Fixing a bad lease after opening is usually far more expensive than a short, structured review before signing.
Before investing your time and money into renting your next medical office consider this. Medical office lease agreements sit at the intersection of real estate and regulated clinical operations. That mix creates legal risks ordinary office tenants rarely face: compliance-sensitive rent structures, build-out timelines that can delay opening day, and continuity concerns when providers join, leave, or the practice consolidates. Outpatient demand remains a strong tailwind-some industry forecasting projects adult outpatient volumes rising about 18% over the next decade-so practices often feel pressure to sign quickly. This article is general information, not legal advice.
Above-the-fold red flags: What to spot in 10 minutes
The short list of clauses that deserve immediate scrutiny
A few healthcare lease pitfalls drive most disputes and compliance headaches. A fast lease review checklist should flag these early, before time and legal fees pile up:
- Percentage rent or revenue-based rent
- Per-click or per-patient pricing formulas
- Shared-space terms that are vague on time blocks or exclusive use
- CAM definitions that aren’t specific (or include “whatever landlord decides” language)

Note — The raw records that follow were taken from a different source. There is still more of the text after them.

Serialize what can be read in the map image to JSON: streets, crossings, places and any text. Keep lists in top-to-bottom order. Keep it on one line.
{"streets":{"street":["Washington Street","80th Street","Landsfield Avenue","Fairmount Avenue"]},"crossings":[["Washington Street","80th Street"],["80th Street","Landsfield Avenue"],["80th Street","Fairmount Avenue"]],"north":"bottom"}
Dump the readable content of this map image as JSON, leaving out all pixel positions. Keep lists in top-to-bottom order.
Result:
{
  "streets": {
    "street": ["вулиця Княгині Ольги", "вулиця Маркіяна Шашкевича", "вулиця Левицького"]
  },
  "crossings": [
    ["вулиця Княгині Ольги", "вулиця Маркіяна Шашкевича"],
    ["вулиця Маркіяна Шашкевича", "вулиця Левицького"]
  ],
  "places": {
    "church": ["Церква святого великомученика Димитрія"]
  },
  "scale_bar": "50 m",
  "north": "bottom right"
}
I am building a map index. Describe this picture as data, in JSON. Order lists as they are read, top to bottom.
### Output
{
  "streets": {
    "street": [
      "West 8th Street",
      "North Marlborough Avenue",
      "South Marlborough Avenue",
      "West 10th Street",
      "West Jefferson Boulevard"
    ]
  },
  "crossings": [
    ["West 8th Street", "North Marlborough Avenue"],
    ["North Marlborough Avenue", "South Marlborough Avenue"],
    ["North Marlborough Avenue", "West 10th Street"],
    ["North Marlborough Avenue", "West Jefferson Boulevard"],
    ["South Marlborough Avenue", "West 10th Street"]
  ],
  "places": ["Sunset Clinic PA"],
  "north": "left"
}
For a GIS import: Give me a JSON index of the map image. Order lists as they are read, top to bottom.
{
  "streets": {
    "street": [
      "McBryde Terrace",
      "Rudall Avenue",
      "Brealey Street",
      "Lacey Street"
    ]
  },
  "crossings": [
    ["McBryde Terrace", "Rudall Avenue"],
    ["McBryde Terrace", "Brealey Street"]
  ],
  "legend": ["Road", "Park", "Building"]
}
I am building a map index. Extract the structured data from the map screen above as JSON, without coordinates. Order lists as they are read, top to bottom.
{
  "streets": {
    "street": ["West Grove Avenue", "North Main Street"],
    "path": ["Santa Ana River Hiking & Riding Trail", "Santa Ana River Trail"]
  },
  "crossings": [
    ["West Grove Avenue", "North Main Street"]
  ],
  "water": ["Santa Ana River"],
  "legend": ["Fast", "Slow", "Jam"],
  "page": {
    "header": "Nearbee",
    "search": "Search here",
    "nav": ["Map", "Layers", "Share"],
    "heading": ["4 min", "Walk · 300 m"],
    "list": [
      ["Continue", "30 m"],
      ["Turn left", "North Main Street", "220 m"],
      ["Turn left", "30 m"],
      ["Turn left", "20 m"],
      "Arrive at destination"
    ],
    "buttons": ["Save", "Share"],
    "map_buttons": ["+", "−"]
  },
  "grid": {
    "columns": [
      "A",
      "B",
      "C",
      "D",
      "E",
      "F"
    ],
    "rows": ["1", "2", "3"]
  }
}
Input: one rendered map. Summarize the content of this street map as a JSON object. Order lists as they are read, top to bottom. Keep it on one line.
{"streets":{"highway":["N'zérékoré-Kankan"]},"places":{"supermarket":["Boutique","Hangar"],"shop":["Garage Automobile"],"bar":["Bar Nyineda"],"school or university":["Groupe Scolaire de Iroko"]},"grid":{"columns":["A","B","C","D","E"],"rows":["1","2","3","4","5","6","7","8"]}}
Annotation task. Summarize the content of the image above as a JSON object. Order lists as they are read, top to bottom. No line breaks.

- Landlord relocation rights without clear limits and remedies
- Unclear build-out responsibility and approval timelines
- Restrictive assignment/change-of-control consent language
- Missing quiet enjoyment protections or weak interruption remedies
Compliance-driven risks: Rent and space terms that can create referral issues
Fair market value, commercial reasonableness, and “set in advance” concepts
Healthcare leasing can intersect with fraud-and-abuse frameworks, which is why rent structures tied to referral value can become problematic. High-risk patterns include revenue-based rent and certain per-use pricing that feels connected to patient volume. At a high level, federal guardrails discussed for office space rental arrangements commonly include: a written agreement, a term of at least one year, rent set in advance, fair market value rent, and commercial reasonableness.
A practical takeaway: the practice should keep a simple support file showing how rent was determined (for example, third-party comps) and have experienced counsel confirm the structure fits the intended relationship.
Shared space, time-block leasing, and “exclusive use” misunderstandings
Shared medical office space and time-block access can work, but they demand clarity. The lease should define the premises, define the schedule (days/hours), and define the rent for the intervals-without leaving “we’ll figure it out later” gaps. Federal standards in this area often emphasize exclusive use during the scheduled times and precise scheduling. The goal is boring precision, not creative flexibility.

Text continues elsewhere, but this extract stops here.